Nic ComptonIn the Windsong class, John Owles set out to design the fastest lug-rigged dinghy he could imagine; the prototype planed at 12 knots in 20 knots of breeze.
It was just after sunrise when I arrived at Burnham Overy Staithe in Norfolk, England, to witness the birth of a new racing class. Despite the early hour, people bustled on the foreshore in front of the massive, rustic boathouse. Four new dinghies were on trailers being readied for launching. Although they were built of wood, there was no mistaking the shallow draft and flat run aft of a hull designed for planing. The carbon-fiber spars and modern rigging also pointed to the boat’s racing pedigree. And yet when the boats’ sails were hoisted they revealed a surprise: a lug mainsail. Unless your name is Nigel Irens, the lug rig seems to have few fans among contemporary race boat designers, so the launch of a new racing class driven by this supposedly archaic rig was not to be missed.
The four boats made a magical sight as they headed out in a line down the River Burn, punching the last of the incoming tide, with the picturesque village behind. A bank of low clouds was blocking the sun to the east, but sky to the west was turning a brighter blue by the minute. It looked every bit like a painting by one of the old masters (carbon-fiber masts notwithstanding). By the time the fleet reached Overy Harbour, an enclosed bay sheltered from the North Sea by sand dunes, the sun had risen over the clouds and the breeze had picked up. The four boats started darting around the bay, occasionally accelerating in gusts. Lug or no lug, these boats were determined to plane.
There was a lot riding on this modest gathering. Ever since the 1950s, Burnham Overy Staithe has been the home of the Twinkle 12. Up to 30 of these wholesome lapstrake dinghies regularly compete on these tricky tidal waters. Recently, the Twinkle 12 fleet has dwindled, with only a dozen or so boats regularly in commission. Seeing this sad state of affairs, the local photographer and artist Harry Corey Wright went on a mission to find a new one-design for the waterway. The trick was to find something that would be exciting to sail and yet connected with the area’s sailing heritage.

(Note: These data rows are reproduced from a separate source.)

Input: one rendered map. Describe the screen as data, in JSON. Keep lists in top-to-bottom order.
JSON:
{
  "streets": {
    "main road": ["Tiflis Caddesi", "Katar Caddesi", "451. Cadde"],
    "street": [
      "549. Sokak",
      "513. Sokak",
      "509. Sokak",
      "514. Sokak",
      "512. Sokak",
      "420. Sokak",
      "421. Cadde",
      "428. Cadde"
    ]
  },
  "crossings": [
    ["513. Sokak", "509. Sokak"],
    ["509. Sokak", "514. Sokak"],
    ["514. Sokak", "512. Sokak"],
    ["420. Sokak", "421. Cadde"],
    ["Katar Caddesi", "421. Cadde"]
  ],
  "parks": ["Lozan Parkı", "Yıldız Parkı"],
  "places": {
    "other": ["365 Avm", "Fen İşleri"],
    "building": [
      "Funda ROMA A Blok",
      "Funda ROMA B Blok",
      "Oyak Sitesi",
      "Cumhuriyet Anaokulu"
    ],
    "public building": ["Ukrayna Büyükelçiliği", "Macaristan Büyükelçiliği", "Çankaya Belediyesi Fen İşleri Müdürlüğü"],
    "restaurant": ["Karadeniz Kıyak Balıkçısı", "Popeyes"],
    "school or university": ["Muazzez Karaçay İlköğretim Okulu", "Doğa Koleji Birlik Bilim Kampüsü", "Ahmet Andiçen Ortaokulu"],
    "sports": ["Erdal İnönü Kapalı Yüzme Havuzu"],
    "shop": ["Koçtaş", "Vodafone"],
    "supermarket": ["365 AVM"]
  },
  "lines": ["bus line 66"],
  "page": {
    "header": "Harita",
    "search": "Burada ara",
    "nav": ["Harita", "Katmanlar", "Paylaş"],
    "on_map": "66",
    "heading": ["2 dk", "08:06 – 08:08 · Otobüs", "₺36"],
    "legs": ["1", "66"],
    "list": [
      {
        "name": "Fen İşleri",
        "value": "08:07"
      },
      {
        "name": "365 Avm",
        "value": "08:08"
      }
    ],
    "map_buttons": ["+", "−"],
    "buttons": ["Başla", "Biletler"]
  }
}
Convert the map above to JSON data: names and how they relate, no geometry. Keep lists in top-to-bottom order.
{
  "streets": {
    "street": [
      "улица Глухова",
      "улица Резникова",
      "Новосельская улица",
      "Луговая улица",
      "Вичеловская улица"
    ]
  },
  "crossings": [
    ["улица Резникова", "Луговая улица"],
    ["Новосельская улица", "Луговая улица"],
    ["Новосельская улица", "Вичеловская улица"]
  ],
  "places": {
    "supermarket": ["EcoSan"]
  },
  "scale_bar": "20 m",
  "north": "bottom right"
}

While Burnham Overy Staithe might look like a sleepy backwater, it was here, according to local legend, that John Winter and Peter Scott first experimented with the trapeze, before their triumphant victory in the 1938 Prince of Wales Cup. And it was here that the prototype Laser had its first test in Europe in the early 1970s.
At about the time Harry was ruminating over a replacement for the Twinkle 12, local boatbuilder John Owles, who has designed several traditional lug-rigged dinghies for amateur construction (see www.summer-boat-design.co.uk), got into a discussion (okay, an argument) with fellow members of the Trailer Section of the Old Gaffers Association (OGA). “They were saying the lug rig was no better than a bedsheet hung on a broomstick, and that most working boats had switched to gaff as soon as they possibly could,” John said. “That might have been the case for boats on the south coast, like Falmouth, where they sailed straight into a rich fishing ground. But boats in places like Loch Fyne in Scotland stuck with lug rig because they had a big plug to windward before they reached their fishing grounds. The lug rig doesn’t point high, but it’s very powerful and much more efficient at tacking than gaff. The gaff rig is too slow; it doesn’t have the raw power of lug.”
To prove his point, John set about designing the fastest boat he could with a lug rig. It’s no accident that the search for speed took him down the road of previous planing boats, such as Uffa Fox’s Flying 15 and Bruce Kirby’s Laser, both of which bear similarities to the new design. As for that retrograde lug rig, he only had to look as far as the designer of some of the fastest boats on the planet: Nigel Irens. Nigel’s lug-rigged Roxane and Romilly designs (see WB No. 125), while not in the same speed class as his record-setting multihulls, are deceptively fast for their appearance and driven by high-peaked lug mainsails and raked masts.
“I started sketching and developing a shape, based on a derelict boat I’d seen in the Golfe du Morbihan in France,” John said. “Then one night I got up at 4 a.m. and turned on the design program and cracked it. I just whittled and whittled and whittled until I reduced the hull resistance to as low as possible.”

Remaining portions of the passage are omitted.